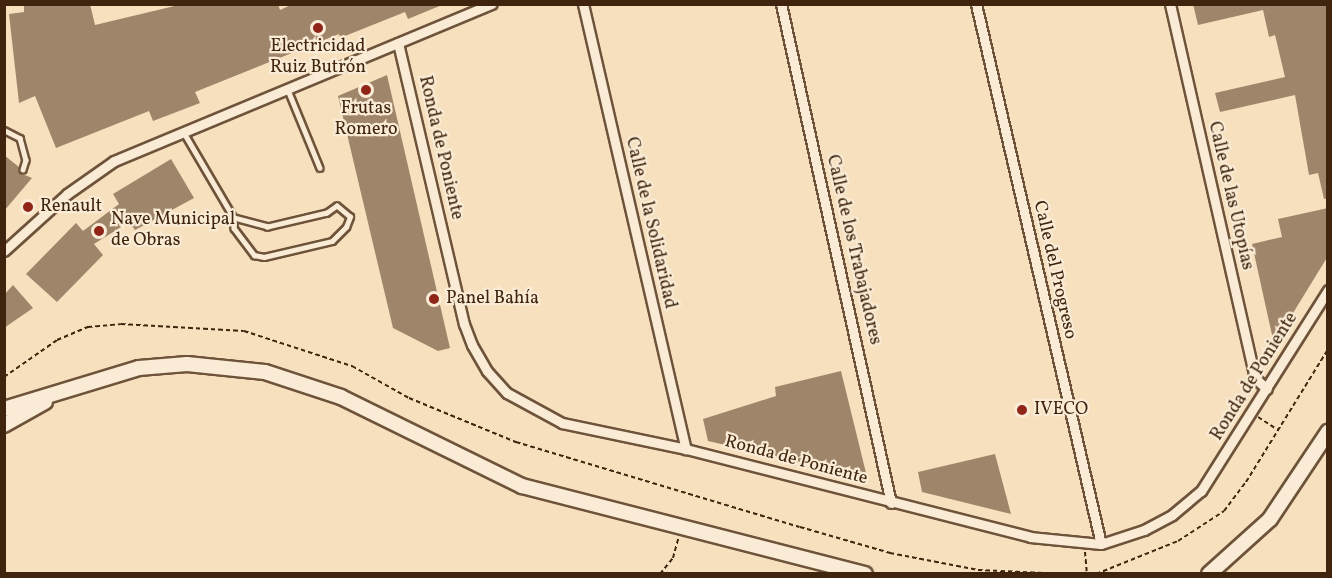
<!DOCTYPE html>
<html>
<head>
<meta charset="utf-8">
<style>
	body { margin:0 }
	#map { position:relative; width:1332px; height:578px; overflow:hidden; background:#f6e0be; font-family:Vollkorn,serif }
	div>[style] { position:absolute }
	[style*='--x'] { left:calc(var(--x)*1px); top:calc(var(--y)*1px); width:calc(var(--w)*1px); rotate:calc(var(--a)*1deg) }
	.building>* { inset:0; background:#9f866a }
	.path>* { height:2px; margin-top:-1px; transform-origin:0; background:repeating-linear-gradient(90deg,#40240e 0 4.5px,transparent 0 7.5px) }
	.roads { filter:drop-shadow(2px 0 #6e533a) drop-shadow(-2px 0 #6e533a) drop-shadow(0 2px #6e533a) drop-shadow(0 -2px #6e533a) }
	.lane>* { height:4.5px; margin:-2.25px; padding:0 2.25px; transform-origin:2.25px; border-radius:2.25px; background:#f9ebd5 }
	.street>* { height:9px; margin:-4.5px; padding:0 4.5px; transform-origin:4.5px; border-radius:4.5px; background:#f9ebd5 }
	.secondary>* { height:14px; margin:-7px; padding:0 7px; transform-origin:7px; border-radius:7px; background:#f9ebd5 }
	.dots>* { width:16px; height:16px; translate:-50% -50%; box-sizing:border-box; border:3px solid #f9ebd5; border-radius:50% }
	span { translate:-50% -50%; white-space:nowrap; text-align:center; line-height:1.15; -webkit-text-stroke:4.5px #f9ebd5; paint-order:stroke }
	.poi-label { font-size:18px; color:#40240e }
	.left { translate:0 -50%; text-align:left }
	.street-label { font-size:18px; color:#40240e }
	.frame { position:absolute; inset:0; border:6px solid #40240e; pointer-events:none }
</style>
</head>
<body>
<div id="map">
	<div class="building">
		<i style="clip-path:polygon(24px 4px,90px 4px,95px 25px,183px 4px,278px 4px,280px 10px,293px 4px,442px 5px,408px 19px,405px 12px,340px 38px,339px 34px,195px 92px,200px 103px,153px 121px,149px 111px,56px 148px,35px 96px,19px 103px,9px 14px,24px 12px)"></i>
		<i style="clip-path:polygon(1193px 4px,1328px 4px,1328px 198px,1324px 199px,1318px 173px,1309px 175px,1295px 95px,1220px 112px,1215px 93px,1285px 77px,1275px 35px,1269px 37px,1263px 10px,1198px 25px)"></i>
		<i style="clip-path:polygon(387px 75px,450px 348px,438px 351px,393px 328px,338px 96px)"></i>
		<i style="clip-path:polygon(4px 155px,19px 167px,20px 173px,32px 178px,4px 211px)"></i>
		<i style="clip-path:polygon(171px 159px,194px 198px,135px 230px,129px 222px,94px 244px,103px 255px,57px 302px,26px 274px,76px 223px,83px 231px,119px 204px,113px 194px)"></i>
		<i style="clip-path:polygon(1328px 208px,1328px 256px,1274px 344px,1252px 244px,1282px 237px,1278px 219px)"></i>
		<i style="clip-path:polygon(13px 285px,33px 308px,4px 328px,4px 295px)"></i>
		<i style="clip-path:polygon(841px 371px,867px 477px,708px 441px,703px 419px,776px 396px,775px 387px)"></i>
		<i style="clip-path:polygon(995px 454px,1011px 514px,922px 492px,918px 472px)"></i>
	</div>
	<div class="path">
		<i style="--x:4;--y:377;--w:65;--a:-34.9"></i>
		<i style="--x:57;--y:340;--w:34;--a:-23"></i>
		<i style="--x:88;--y:327;--w:33;--a:-5"></i>
		<i style="--x:121;--y:324;--w:123;--a:3.3"></i>
		<i style="--x:244;--y:331;--w:114;--a:18"></i>
		<i style="--x:352;--y:366;--w:65;--a:29.3"></i>
		<i style="--x:409;--y:398;--w:116;--a:22.4"></i>
		<i style="--x:516;--y:442;--w:296;--a:16.7"></i>
		<i style="--x:800;--y:527;--w:94;--a:16.1"></i>
		<i style="--x:890;--y:553;--w:90;--a:10.9"></i>
		<i style="--x:978;--y:570;--w:89;--a:2.6"></i>
		<i style="--x:1258;--y:417;--w:24;--a:33"></i>
		<i style="--x:1085;--y:552;--w:22;--a:85"></i>
		<i style="--x:660;--y:574;--w:21;--a:-51"></i>
		<i style="--x:673;--y:558;--w:20;--a:-75"></i>
		<i style="--x:1096;--y:574;--w:88;--a:-21.9"></i>
		<i style="--x:1178;--y:541;--w:55;--a:-33.1"></i>
		<i style="--x:1224;--y:511;--w:36;--a:-53"></i>
		<i style="--x:1246;--y:482;--w:156;--a:-58.3"></i>
	</div>
	<div class="roads">
		<div class="lane">
			<i style="--x:288;--y:90;--w:84;--a:67.7"></i>
			<i style="--x:4;--y:130;--w:18;--a:27"></i>
			<i style="--x:20;--y:138;--w:23;--a:75"></i>
			<i style="--x:26;--y:160;--w:10;--a:107"></i>
			<i style="--x:183;--y:131;--w:101;--a:59.6"></i>
			<i style="--x:234;--y:218;--w:10;--a:90"></i>
			<i style="--x:234;--y:228;--w:34;--a:53"></i>
			<i style="--x:254;--y:255;--w:10;--a:11"></i>
			<i style="--x:264;--y:257;--w:70;--a:-13.2"></i>
			<i style="--x:332;--y:241;--w:20;--a:-45"></i>
			<i style="--x:346;--y:227;--w:11;--a:-68"></i>
			<i style="--x:350;--y:217;--w:17;--a:-140"></i>
			<i style="--x:337;--y:206;--w:12;--a:145"></i>
			<i style="--x:327;--y:213;--w:61;--a:166.7"></i>
			<i style="--x:268;--y:227;--w:35;--a:-165"></i>
		</div>
		<div class="street">
			<i style="--x:583;--y:4;--w:457;--a:77"></i>
			<i style="--x:781;--y:4;--w:511;--a:77.57"></i>
			<i style="--x:976;--y:4;--w:554;--a:76.97"></i>
			<i style="--x:1170;--y:4;--w:384;--a:77.2"></i>
			<i style="--x:1255;--y:378;--w:16;--a:43"></i>
			<i style="--x:398;--y:43;--w:289;--a:76.8"></i>
			<i style="--x:464;--y:324;--w:22;--a:69"></i>
			<i style="--x:472;--y:345;--w:30;--a:60"></i>
			<i style="--x:487;--y:371;--w:30;--a:48"></i>
			<i style="--x:507;--y:393;--w:63;--a:28.6"></i>
			<i style="--x:562;--y:423;--w:127;--a:11.8"></i>
			<i style="--x:686;--y:449;--w:355;--a:14.3"></i>
			<i style="--x:1030;--y:537;--w:71;--a:5.6"></i>
			<i style="--x:1101;--y:544;--w:45;--a:-18"></i>
			<i style="--x:1144;--y:530;--w:32;--a:-28"></i>
			<i style="--x:1172;--y:515;--w:38;--a:-40"></i>
			<i style="--x:1201;--y:491;--w:238;--a:-57.7"></i>
			<i style="--x:4;--y:251;--w:85;--a:-42.1"></i>
			<i style="--x:67;--y:194;--w:57;--a:-35.1"></i>
			<i style="--x:114;--y:161;--w:409;--a:-22.6"></i>
		</div>
		<div class="secondary">
			<i style="--x:4;--y:409;--w:141;--a:-16.9"></i>
			<i style="--x:139;--y:368;--w:48;--a:-4.8"></i>
			<i style="--x:187;--y:364;--w:78;--a:5.9"></i>
			<i style="--x:265;--y:372;--w:80;--a:18.2"></i>
			<i style="--x:341;--y:397;--w:202;--a:26.2"></i>
			<i style="--x:522;--y:486;--w:354;--a:14.4"></i>
			<i style="--x:4;--y:425;--w:47;--a:-29.3"></i>
			<i style="--x:1209;--y:574;--w:82;--a:-42"></i>
			<i style="--x:1270;--y:519;--w:105;--a:-56.3"></i>
		</div>
	</div>
	<div class="dots">
		<i style="left:318px;top:28px;background:#8f2418"></i>
		<i style="left:366px;top:90px;background:#8f2418"></i>
		<i style="left:28px;top:207px;background:#8f2418"></i>
		<i style="left:99px;top:231px;background:#8f2418"></i>
		<i style="left:434px;top:299px;background:#8f2418"></i>
		<i style="left:1022px;top:410px;background:#8f2418"></i>
	</div>
	<div class="poi-label">
		<span style="left:318px;top:58px">Electricidad<br>Ruiz Butrón</span>
		<span style="left:366px;top:120px">Frutas<br>Romero</span>
		<span class="left" style="left:40px;top:207px">Renault</span>
		<span class="left" style="left:111px;top:231px">Nave Municipal<br>de Obras</span>
		<span class="left" style="left:446px;top:299px">Panel Bahía</span>
		<span class="left" style="left:1034px;top:410px">IVECO</span>
	</div>
	<div class="street-label">
		<span style="left:440px;top:148px;rotate:77deg">Ronda de Poniente</span>
		<span style="left:1230px;top:196px;rotate:77deg">Calle de las Utopías</span>
		<span style="left:650px;top:223px;rotate:77deg">Calle de la Solidaridad</span>
		<span style="left:853px;top:250px;rotate:77deg">Calle de los Trabajadores</span>
		<span style="left:1054px;top:270px;rotate:77deg">Calle del Progreso</span>
		<span style="left:1255px;top:377px;rotate:-58deg">Ronda de Poniente</span>
		<span style="left:796px;top:461px;rotate:15deg">Ronda de Poniente</span>
	</div>
	<div class="frame"></div>
</div>
</body>
</html>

_ _ _

== Task statement ==
Whenever a line in the data holds "building", copy that line.

== Completed exercise ==
	.building>* { inset:0; background:#9f866a }
	<div class="building">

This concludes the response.